Would you reproduce every line of the material exactly?

[Opening Records section]

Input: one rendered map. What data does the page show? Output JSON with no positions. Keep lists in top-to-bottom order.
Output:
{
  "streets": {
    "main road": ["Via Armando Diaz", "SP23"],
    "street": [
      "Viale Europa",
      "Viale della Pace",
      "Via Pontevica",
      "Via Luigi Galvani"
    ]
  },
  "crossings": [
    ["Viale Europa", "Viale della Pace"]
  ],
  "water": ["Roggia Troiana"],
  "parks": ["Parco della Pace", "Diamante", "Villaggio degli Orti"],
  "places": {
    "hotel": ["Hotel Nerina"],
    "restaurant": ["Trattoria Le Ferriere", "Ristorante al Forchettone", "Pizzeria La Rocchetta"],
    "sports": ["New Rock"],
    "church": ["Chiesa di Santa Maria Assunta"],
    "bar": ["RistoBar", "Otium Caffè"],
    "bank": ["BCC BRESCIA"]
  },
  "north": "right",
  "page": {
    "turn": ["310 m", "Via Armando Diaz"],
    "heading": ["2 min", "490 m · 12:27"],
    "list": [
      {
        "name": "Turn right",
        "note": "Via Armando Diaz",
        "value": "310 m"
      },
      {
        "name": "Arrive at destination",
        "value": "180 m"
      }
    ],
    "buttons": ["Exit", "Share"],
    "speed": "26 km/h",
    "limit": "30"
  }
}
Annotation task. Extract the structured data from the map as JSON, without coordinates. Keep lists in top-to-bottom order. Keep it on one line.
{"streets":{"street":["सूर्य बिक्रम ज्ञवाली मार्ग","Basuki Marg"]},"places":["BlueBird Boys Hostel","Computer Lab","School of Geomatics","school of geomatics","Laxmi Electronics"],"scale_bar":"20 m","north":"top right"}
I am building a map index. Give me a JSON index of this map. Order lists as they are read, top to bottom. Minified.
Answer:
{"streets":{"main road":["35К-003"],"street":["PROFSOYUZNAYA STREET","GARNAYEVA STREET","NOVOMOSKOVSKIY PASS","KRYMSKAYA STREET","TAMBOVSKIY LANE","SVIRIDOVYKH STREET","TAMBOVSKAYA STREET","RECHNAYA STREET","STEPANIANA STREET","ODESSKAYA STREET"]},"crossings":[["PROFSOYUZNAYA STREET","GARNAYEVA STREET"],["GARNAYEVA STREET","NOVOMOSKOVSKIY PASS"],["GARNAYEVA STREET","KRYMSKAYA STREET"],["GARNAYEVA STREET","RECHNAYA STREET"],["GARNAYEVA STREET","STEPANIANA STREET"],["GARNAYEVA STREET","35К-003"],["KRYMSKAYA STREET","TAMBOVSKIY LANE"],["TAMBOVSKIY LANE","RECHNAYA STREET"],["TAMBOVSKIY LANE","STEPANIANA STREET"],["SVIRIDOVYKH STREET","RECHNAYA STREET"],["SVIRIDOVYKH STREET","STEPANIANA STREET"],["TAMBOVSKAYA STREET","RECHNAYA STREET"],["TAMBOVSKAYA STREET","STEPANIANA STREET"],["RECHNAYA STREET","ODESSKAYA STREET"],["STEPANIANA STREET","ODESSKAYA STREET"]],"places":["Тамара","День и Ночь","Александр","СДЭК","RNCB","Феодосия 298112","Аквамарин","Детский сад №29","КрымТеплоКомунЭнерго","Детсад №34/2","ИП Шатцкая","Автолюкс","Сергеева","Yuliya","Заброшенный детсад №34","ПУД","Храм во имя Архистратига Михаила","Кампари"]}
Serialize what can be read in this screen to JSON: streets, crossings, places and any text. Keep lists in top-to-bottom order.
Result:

[Closing Records section]

### Response box:
Input: one rendered map. What data does the page show? Output JSON with no positions. Keep lists in top-to-bottom order.
Output:
{
  "streets": {
    "main road": ["Via Armando Diaz", "SP23"],
    "street": [
      "Viale Europa",
      "Viale della Pace",
      "Via Pontevica",
      "Via Luigi Galvani"
    ]
  },
  "crossings": [
    ["Viale Europa", "Viale della Pace"]
  ],
  "water": ["Roggia Troiana"],
  "parks": ["Parco della Pace", "Diamante", "Villaggio degli Orti"],
  "places": {
    "hotel": ["Hotel Nerina"],
    "restaurant": ["Trattoria Le Ferriere", "Ristorante al Forchettone", "Pizzeria La Rocchetta"],
    "sports": ["New Rock"],
    "church": ["Chiesa di Santa Maria Assunta"],
    "bar": ["RistoBar", "Otium Caffè"],
    "bank": ["BCC BRESCIA"]
  },
  "north": "right",
  "page": {
    "turn": ["310 m", "Via Armando Diaz"],
    "heading": ["2 min", "490 m · 12:27"],
    "list": [
      {
        "name": "Turn right",
        "note": "Via Armando Diaz",
        "value": "310 m"
      },
      {
        "name": "Arrive at destination",
        "value": "180 m"
      }
    ],
    "buttons": ["Exit", "Share"],
    "speed": "26 km/h",
    "limit": "30"
  }
}
Annotation task. Extract the structured data from the map as JSON, without coordinates. Keep lists in top-to-bottom order. Keep it on one line.
{"streets":{"street":["सूर्य बिक्रम ज्ञवाली मार्ग","Basuki Marg"]},"places":["BlueBird Boys Hostel","Computer Lab","School of Geomatics","school of geomatics","Laxmi Electronics"],"scale_bar":"20 m","north":"top right"}
I am building a map index. Give me a JSON index of this map. Order lists as they are read, top to bottom. Minified.
Answer:
{"streets":{"main road":["35К-003"],"street":["PROFSOYUZNAYA STREET","GARNAYEVA STREET","NOVOMOSKOVSKIY PASS","KRYMSKAYA STREET","TAMBOVSKIY LANE","SVIRIDOVYKH STREET","TAMBOVSKAYA STREET","RECHNAYA STREET","STEPANIANA STREET","ODESSKAYA STREET"]},"crossings":[["PROFSOYUZNAYA STREET","GARNAYEVA STREET"],["GARNAYEVA STREET","NOVOMOSKOVSKIY PASS"],["GARNAYEVA STREET","KRYMSKAYA STREET"],["GARNAYEVA STREET","RECHNAYA STREET"],["GARNAYEVA STREET","STEPANIANA STREET"],["GARNAYEVA STREET","35К-003"],["KRYMSKAYA STREET","TAMBOVSKIY LANE"],["TAMBOVSKIY LANE","RECHNAYA STREET"],["TAMBOVSKIY LANE","STEPANIANA STREET"],["SVIRIDOVYKH STREET","RECHNAYA STREET"],["SVIRIDOVYKH STREET","STEPANIANA STREET"],["TAMBOVSKAYA STREET","RECHNAYA STREET"],["TAMBOVSKAYA STREET","STEPANIANA STREET"],["RECHNAYA STREET","ODESSKAYA STREET"],["STEPANIANA STREET","ODESSKAYA STREET"]],"places":["Тамара","День и Ночь","Александр","СДЭК","RNCB","Феодосия 298112","Аквамарин","Детский сад №29","КрымТеплоКомунЭнерго","Детсад №34/2","ИП Шатцкая","Автолюкс","Сергеева","Yuliya","Заброшенный детсад №34","ПУД","Храм во имя Архистратига Михаила","Кампари"]}
Serialize what can be read in this screen to JSON: streets, crossings, places and any text. Keep lists in top-to-bottom order.
Result:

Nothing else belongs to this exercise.